Do osoby ks. Karpierza nawiązał podczas sumy odpustowej w kościele główny celebrans ks. infułat Jan Dyduch, podkreślając, że dał on początek zorganizowanej w Glisnem wspólnoty duszpasterskiej, która dzisiaj posiada rangę rektoratu parafialnego
- Inspirowany miłością do tej małej ojczyzny jaką jest wioska Glisne podjął trudne na tamte czasy dzieło zbudowania świątyni, aby jego rodacy mieli na miejscu posługę duszpasterską i nie musieli pokonywać kilka kilometrów do kościoła w Mszanie Dolnej. Upamiętnił także bohaterskie losy partyzantów walczących w tym rejonie z okupantem niemieckim, szczególnie oddział Armii Krajowej por. Jana Stachury „Adama”, będąc inicjatorem tak zwanych Mszy partyzanckich – przypomniał Kaznodzieja, podkreślając, że jest to znakomita szkoła patriotyzmu, która trwa do dzisiaj kontynuowana przez obecnego rektora.
Sumę odpustową koncelebrowało jeszcze dwóch infułatów – pochodzący z Glisnego ks. Jakub Gil i tymczasowy kapelan u sióstr w Mszanie Dolnej ks. Franciszek Kołacz z Krakowa. Przy ołtarzu był również drugi rodak – ks. prałat Jan Franczak.

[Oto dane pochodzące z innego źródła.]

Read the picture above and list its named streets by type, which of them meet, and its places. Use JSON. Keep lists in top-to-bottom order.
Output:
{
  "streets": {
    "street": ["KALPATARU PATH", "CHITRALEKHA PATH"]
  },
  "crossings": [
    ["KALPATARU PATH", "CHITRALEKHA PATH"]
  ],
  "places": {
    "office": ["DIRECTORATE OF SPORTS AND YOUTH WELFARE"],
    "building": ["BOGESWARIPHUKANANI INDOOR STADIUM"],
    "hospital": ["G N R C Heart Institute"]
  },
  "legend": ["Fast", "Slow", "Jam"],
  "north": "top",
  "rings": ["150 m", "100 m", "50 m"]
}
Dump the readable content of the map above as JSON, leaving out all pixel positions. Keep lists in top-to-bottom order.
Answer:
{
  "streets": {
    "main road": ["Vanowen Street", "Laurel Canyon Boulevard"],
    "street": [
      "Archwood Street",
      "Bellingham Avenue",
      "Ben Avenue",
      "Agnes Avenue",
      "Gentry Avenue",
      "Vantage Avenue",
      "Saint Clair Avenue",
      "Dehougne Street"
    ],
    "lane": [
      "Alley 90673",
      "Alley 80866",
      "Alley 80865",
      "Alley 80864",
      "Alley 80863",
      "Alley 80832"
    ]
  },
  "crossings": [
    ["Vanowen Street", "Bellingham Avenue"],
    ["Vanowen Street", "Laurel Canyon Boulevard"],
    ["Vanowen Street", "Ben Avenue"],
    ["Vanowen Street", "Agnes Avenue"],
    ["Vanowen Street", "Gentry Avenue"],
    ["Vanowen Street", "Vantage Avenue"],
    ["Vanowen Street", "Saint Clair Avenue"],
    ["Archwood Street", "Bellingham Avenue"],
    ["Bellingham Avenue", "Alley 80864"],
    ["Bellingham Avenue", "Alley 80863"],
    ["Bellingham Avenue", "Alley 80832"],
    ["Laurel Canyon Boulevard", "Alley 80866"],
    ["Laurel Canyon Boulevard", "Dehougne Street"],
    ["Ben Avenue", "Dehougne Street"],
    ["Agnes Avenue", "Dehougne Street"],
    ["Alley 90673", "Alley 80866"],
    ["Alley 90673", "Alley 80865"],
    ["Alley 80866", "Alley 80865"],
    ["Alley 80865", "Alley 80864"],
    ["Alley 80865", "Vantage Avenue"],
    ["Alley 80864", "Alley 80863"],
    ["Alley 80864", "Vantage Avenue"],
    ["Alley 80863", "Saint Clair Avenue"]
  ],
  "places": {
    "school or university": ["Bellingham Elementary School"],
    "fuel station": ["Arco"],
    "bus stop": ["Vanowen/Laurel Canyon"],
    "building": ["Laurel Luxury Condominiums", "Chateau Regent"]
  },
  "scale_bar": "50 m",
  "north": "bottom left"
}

- To historyczny dzień dla naszej wspólnoty, ponieważ do takiej małej wioski przybyło aż trzech infułatów. Odnotujemy to w kronice, ale zapiszemy jeszcze jedną ważną rzecz. To, że cieszymy się z własnego cmentarza jest także zasługą księdza infułata Dyducha, który będąc wówczas kanclerzem kurii krakowskiej wsparł starania o powstanie na Glisnem miejsca, gdzie mieszkańcy będą mogli w pobliżu swych domostw chować swoich bliskich – zaznaczył ks. Sawulski, dziękując za życzliwość wobec zabiegów wokół otwarcia cmentarza, które nastąpiło w 1995r. Obecny gospodarz kościoła wyraził również wdzięczność wszystkim uczestnikom odpustu, pośród których byli księża z mszańskiego dekanatu na czele z dziekanem ks. Markiem Wójcikiem z Niedźwiedzia.